Davis, Lindsey - 'See Delphi and Die'
I am always a bit ambivalent about books that are part of a long series. Too often as the series progresses the author tends to run out of steam, or ideas, or even both.
So I approached SEE DELPHI AND DIE with a degree of trepidation. Happily in this instance my fears were unfounded. Although this is the seventeenth book in the Marcus Didius Falco series, Lindsey Davis has produced a little gem.
The series is set in Ancient Rome during the reign of Vespasian and features Falco, an informer or private investigator.
This book sees Falco and wife, Helena, travelling to Greece to investigate a tour operator whose customers have a habit of dying in mysterious circumstances. This provides ample opportunity for humour at the expense of tourists, tour operators, guides and hoteliers - there's even a pop at the Olympics as the travellers visit the site of the ancient games.
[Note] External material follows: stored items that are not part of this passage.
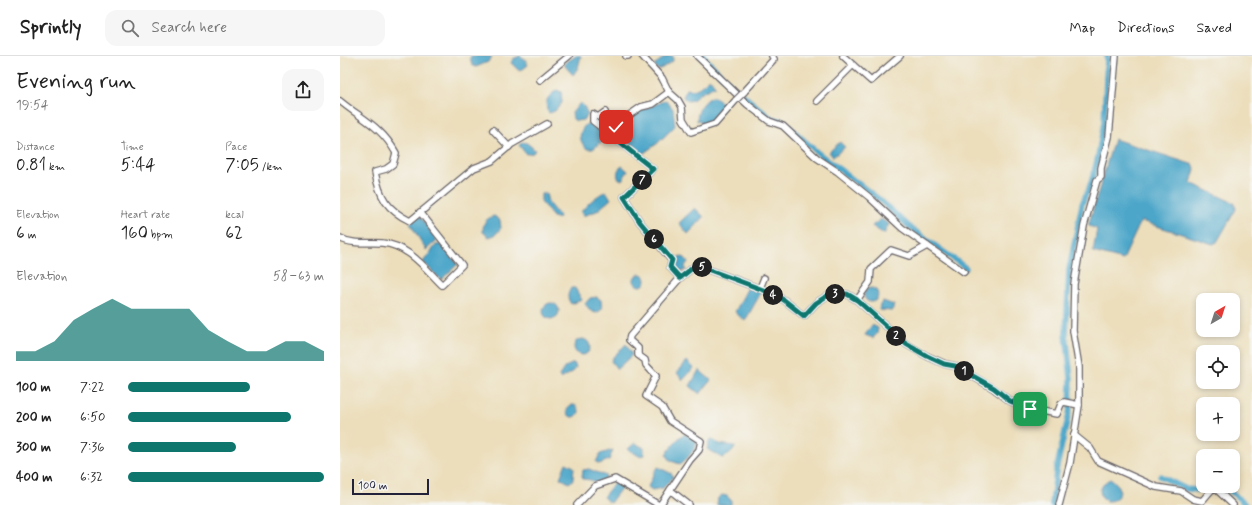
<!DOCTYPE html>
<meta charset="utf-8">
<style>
:root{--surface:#fff;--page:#f6f6f6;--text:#222;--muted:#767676;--line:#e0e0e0;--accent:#0f766e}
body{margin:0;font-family:Mynerve,sans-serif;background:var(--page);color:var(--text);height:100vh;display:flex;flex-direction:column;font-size:15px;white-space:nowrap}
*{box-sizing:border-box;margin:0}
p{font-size:13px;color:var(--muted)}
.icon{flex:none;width:22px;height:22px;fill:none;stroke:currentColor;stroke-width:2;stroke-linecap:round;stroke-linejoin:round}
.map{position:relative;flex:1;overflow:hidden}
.panel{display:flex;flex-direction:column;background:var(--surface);width:340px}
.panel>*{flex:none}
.needle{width:26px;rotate:39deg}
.tools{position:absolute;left:856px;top:237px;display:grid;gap:8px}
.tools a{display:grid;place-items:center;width:44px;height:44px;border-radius:8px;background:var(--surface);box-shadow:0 2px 6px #0003;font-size:20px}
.scale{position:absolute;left:12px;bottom:10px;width:77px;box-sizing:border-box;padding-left:4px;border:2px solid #22223b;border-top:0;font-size:11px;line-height:14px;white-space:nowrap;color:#22223b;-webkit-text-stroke:3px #f6f6f2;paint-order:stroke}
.pin{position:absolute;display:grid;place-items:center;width:34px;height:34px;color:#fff;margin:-17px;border-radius:8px;box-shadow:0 2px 6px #0006}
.km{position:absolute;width:20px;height:20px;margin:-10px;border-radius:50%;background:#222;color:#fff;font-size:11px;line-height:20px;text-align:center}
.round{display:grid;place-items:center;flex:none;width:42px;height:42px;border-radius:12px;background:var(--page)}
.headline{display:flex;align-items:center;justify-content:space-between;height:68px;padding:0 16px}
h1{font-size:22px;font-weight:600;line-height:30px}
.metrics{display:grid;grid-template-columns:repeat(3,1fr);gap:6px;height:68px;padding:4px 16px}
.metrics div{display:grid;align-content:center}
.metrics b{font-size:17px;font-weight:600}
.metrics small{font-size:11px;font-weight:400}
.metrics p{font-size:11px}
.chart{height:112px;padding:8px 16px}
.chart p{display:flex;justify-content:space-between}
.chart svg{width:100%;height:72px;margin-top:4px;fill:var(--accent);opacity:.7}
ul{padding:0 16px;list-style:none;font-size:13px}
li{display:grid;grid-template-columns:64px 48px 1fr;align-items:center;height:30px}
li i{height:10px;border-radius:5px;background:var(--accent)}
header{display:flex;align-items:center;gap:24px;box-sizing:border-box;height:56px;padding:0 20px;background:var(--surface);border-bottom:1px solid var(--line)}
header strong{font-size:19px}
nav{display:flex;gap:22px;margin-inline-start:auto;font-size:14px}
.search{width:280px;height:36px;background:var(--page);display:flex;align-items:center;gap:10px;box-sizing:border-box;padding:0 14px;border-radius:12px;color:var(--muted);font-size:15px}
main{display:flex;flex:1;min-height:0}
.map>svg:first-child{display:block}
</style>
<header>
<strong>Sprintly</strong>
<div class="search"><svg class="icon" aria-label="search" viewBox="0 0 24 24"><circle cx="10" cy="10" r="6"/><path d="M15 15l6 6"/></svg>Search here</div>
<nav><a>Map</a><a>Directions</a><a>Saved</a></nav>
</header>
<main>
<section class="panel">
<div class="headline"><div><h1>Evening run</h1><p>19:54</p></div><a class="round"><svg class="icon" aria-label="share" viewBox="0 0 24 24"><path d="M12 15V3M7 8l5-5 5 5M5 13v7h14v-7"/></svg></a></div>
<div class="metrics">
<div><p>Distance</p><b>0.81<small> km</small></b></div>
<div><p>Time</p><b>5:44</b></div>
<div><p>Pace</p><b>7:05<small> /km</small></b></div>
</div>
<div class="metrics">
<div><p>Elevation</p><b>6<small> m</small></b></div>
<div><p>Heart rate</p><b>160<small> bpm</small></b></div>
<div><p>kcal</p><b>62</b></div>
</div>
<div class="chart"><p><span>Elevation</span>58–63 m</p>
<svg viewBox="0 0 160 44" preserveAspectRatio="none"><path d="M0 44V38L10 38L20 32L30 19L40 12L50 6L60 12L70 12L80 12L90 12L100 25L110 32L120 38L130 38L140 32L150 32L160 38V44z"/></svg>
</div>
<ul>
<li><b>100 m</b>7:22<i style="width:62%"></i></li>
<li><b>200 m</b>6:50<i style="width:83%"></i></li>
<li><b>300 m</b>7:36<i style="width:55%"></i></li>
<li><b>400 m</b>6:32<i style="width:100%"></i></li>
</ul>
</section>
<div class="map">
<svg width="912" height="449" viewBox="0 0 912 449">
<rect width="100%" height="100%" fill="#f6f6f2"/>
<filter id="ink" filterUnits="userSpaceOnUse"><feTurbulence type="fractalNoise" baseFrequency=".025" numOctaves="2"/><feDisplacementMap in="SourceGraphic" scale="8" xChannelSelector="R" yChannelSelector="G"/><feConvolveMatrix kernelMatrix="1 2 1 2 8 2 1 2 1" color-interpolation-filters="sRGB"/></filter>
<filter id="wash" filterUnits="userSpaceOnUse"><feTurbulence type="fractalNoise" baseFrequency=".012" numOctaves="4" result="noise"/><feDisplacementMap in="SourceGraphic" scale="16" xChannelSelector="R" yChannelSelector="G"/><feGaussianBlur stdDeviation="0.9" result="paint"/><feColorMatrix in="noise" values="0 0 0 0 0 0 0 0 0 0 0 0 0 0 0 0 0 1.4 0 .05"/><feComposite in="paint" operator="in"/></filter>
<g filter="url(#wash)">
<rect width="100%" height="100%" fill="#ecdebb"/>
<g fill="#4ba6c9" stroke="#366482">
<path d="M 131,0 L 151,0 L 152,1 L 148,6 L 136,11 L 132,9 L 130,2 Z"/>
<path d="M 180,0 L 185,3 L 188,9 L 183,13 L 178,14 L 171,7 L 173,3 Z"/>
<path d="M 236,0 L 241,0 L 238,12 L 233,19 L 225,10 L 225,7 Z"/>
<path d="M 327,0 L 333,0 L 333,5 L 319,14 L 315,11 L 315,8 Z"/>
<path d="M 370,23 L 375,30 L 359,38 L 353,44 L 348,45 L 343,41 L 347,33 C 356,37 363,28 370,23 Z"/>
<path d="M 217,34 L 221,36 L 222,47 L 215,55 L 209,57 L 207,54 C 205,43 208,41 217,34 Z"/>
<path d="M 371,41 C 376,40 382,45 383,50 L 372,65 L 366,69 L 360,67 L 361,64 L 357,65 C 357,55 362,47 371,41 Z"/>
<path d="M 326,44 L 333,53 L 335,70 L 318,87 L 301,99 L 275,78 L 282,68 L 295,57 Z"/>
<path d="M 240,47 L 244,50 L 248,59 L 243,64 L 236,65 L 233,63 L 232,57 Z"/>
<path d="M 248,67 L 264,78 L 265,83 L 253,93 L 247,93 C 238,85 238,74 248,67 Z"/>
<path d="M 774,83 L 854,109 L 855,113 L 851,127 L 894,147 L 896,153 L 877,186 L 873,188 L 801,165 L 783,204 L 753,196 L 757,173 L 749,170 L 749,167 Z"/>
<path d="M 182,86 L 187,87 L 195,94 L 193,97 L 186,98 L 179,89 Z"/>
<path d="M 500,86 L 505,91 L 493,101 L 489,96 Z"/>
<path d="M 282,110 L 288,115 L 282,124 L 278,122 C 277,116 277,114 282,110 Z"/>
<path d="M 266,135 L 271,143 L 257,155 L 243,160 L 241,156 C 248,147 255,141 266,135 Z"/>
<path d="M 206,137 L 208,147 L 219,160 L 218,163 L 213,161 L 201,146 L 201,138 Z"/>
<path d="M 355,152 L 364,161 L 348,178 L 339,167 Z"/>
<path d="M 79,159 L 97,184 L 86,194 L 70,167 Z"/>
<path d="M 154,160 L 160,164 L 161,172 L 155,179 L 149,181 L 143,176 C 143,167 145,163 154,160 Z"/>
<path d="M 541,163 L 549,168 L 544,178 L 532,170 Z"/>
<path d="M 100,188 L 118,208 L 101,224 L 83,206 L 96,189 Z"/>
<path d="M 340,200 L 345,202 L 348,206 L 345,210 L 346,214 L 342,215 L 335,213 L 333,207 Z"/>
<circle cx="300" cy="224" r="6"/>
<path d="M 408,231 L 422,235 L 405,265 L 395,256 Z"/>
<path d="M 231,232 L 235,232 L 242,244 L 231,248 C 227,242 227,239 231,232 Z"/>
<circle cx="531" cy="239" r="7"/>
<path d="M 257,241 L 261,244 L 262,253 L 257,257 L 252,256 L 245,248 L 250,242 Z"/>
<path d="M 543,245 L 554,249 L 552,255 L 539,254 L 540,249 Z"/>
<circle cx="211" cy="255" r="8"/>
<path d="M 532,269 L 538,272 L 537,278 L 533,282 L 525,279 Z"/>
<circle cx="242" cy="291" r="8"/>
<path d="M 286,288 L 292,299 L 277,313 L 271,305 L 273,301 Z"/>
<path d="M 347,305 L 354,312 L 343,324 L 337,317 Z"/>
<path d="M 234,307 L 236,311 L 234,315 L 221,323 L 219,320 L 225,311 Z"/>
<path d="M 359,314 L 371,324 L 360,338 L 350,330 Z"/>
<circle cx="233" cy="355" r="6"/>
<path d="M 345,378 L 357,386 C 355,394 347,404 340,408 L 331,405 L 326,398 L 340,381 Z"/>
<path d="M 370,384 C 375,384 376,387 380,388 C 385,390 390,388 395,391 C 393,397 387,400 382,402 L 367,393 Z"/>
<path d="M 295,387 L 304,392 L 304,399 L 299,400 L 288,393 Z"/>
<path d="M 273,394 L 269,404 L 259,408 L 256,406 L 260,398 Z"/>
<path d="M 226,407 L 234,411 L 233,424 L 229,427 L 220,422 Z"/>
<path d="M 318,411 L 332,418 L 333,422 L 323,432 L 312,434 L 308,431 L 315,414 Z"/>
<path d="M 249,413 L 266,420 L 266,422 L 256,427 L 251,424 L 243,423 L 242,420 L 243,414 Z"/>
<path d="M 772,423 L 777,428 L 780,436 C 777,443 774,445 766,445 L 761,440 L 760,434 C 763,429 765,424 772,423 Z"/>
<path d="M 274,427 L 282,431 L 270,447 L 263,441 Z"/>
<path d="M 382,439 L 387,440 L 391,444 L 391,449 L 377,449 L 378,442 Z"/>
</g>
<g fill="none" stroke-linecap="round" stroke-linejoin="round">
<g stroke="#4ba6c9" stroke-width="5.5">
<path d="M 363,0 L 391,29 L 431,62 L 443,65 L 478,97 L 540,144 L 571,172 L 626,212"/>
<path d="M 820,420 L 846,433 L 857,434 L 863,427"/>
<path d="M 885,430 L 906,449"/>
<path d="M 712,449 L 716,415 L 730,353 L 731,323 L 726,278 L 729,214 L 742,148 L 751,127 L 757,105 L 764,67 L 767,0"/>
</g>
</g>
</g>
<g filter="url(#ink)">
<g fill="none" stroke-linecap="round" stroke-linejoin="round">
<g stroke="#696468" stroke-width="8">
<g id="minor">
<path d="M 286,0 L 288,0"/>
<path d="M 302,0 L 322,22 L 329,36 L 338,44 L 342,51 L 343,63 L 351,76 L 375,68 L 396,44"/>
<path d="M 357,0 L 407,48 L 429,65 L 443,70 L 477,102 L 498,116 L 529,141 L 562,172 L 624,216"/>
<path d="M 503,0 L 531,25 L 560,0"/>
<path d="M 200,24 L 229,0"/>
<path d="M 404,36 L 434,3 L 432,0"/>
<path d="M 0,45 C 23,64 41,70 56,97 L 53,108 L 46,113 L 35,116 C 39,140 47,154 70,165 L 134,112 L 152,105 L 172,88 L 207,68"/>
<path d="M 477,45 L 513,9"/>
<path d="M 265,56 L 258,61 L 253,58 L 253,65 L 313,113 L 284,141 L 300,166 L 332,205 L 330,211 L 340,222 L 356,209 L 426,235 L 444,244 L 464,260 L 476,247 L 490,238 L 507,238 L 517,244 L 566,288 L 587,300 L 605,308 L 615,310 L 653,332 L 670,345 L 690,353 L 717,358 L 721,348 L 724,346 L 739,349"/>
<path d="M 153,74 L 169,91"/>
<path d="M 269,78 L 288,60 L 301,51 L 313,48 L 329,36"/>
<path d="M 0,182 C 12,189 28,186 42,187 C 68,189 85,212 102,229 L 122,209 L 80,156"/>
<path d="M 340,222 L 290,280 L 289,284 L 298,292 L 298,299 L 305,304 L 306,309 L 316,320 L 306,340 L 322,351 L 330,365 L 361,385 L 359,394 L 350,404 L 330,434 L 349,449"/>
<path d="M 420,232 L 424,222"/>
<path d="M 517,244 L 530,226 L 531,213 L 551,194 L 569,200 L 587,190"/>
<path d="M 734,379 L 750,392 L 758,405 L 816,431 L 841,435 L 853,443 L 862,445 L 874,431 L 893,449"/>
<path d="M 237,449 L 255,430 L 275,423 L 319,449"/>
<path d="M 320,449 L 330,434"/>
<path d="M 719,449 L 730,407 L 739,349 L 739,311 L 733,275 L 734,228 L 744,170 L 757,124 L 761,121 L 761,112 L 769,81 L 776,0"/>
</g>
</g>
<use href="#minor" stroke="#fff" stroke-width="5.5"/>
<g stroke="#696468" stroke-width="8" stroke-linecap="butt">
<path id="minor-bridge" d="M 396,44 L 404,36"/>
</g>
<use href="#minor-bridge" stroke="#fff" stroke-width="5.5"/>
</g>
</g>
<g fill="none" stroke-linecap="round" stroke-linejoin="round" filter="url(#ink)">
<g stroke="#fff" stroke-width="8">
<path id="route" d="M 276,71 L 269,78 L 313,113 L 284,141 L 300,166 L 332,204 L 330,211 L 340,222 L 356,209 L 426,235 L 444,244 L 464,260 L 476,247 L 490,238 L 507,238 L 517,244 L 566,288 L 587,300 L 604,308 L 615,310 L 654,332 L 670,345 L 690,353"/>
</g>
<use href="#route" stroke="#0f766e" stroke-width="5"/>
</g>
</svg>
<div class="tools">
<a><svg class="needle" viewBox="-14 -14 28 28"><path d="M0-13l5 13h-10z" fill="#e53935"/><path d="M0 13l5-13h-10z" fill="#767676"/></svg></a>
<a><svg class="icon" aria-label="locate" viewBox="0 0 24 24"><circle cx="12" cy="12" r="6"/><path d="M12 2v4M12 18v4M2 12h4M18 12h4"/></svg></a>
<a>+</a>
<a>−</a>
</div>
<div class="scale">100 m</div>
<div class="pin" style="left:690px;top:353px;background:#1e9e55"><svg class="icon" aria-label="arrive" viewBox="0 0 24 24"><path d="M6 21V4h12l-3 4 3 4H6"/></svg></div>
<div class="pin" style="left:276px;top:71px;background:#d93025"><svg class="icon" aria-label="check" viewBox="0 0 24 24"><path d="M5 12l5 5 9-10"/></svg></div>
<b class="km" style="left:624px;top:315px">1</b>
<b class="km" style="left:556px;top:280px">2</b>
<b class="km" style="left:495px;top:238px">3</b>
<b class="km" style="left:433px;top:239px">4</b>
<b class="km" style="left:362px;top:211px">5</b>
<b class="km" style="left:314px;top:183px">6</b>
<b class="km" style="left:302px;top:124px">7</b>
</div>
</main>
It's staged a bit like an Agatha Christie novel with a closed cast of suspects which dwindles further as other members of the group are "bumped off".
In these later novels in the series, Falco has mellowed rather, due to marriage and fatherhood, and the humour has a lighter touch. But if the novels have lost some of the darkness that characterised the earlier ones, they are, surprisingly, no less enjoyable for that.
Davis handles a large and varied cast of characters, old and new, with aplomb and moves the plot along swiftly, while keeping the humour flowing. I won't spoil your enjoyment by revealing more of the plot, but just watch out for the ending - it's a cracker!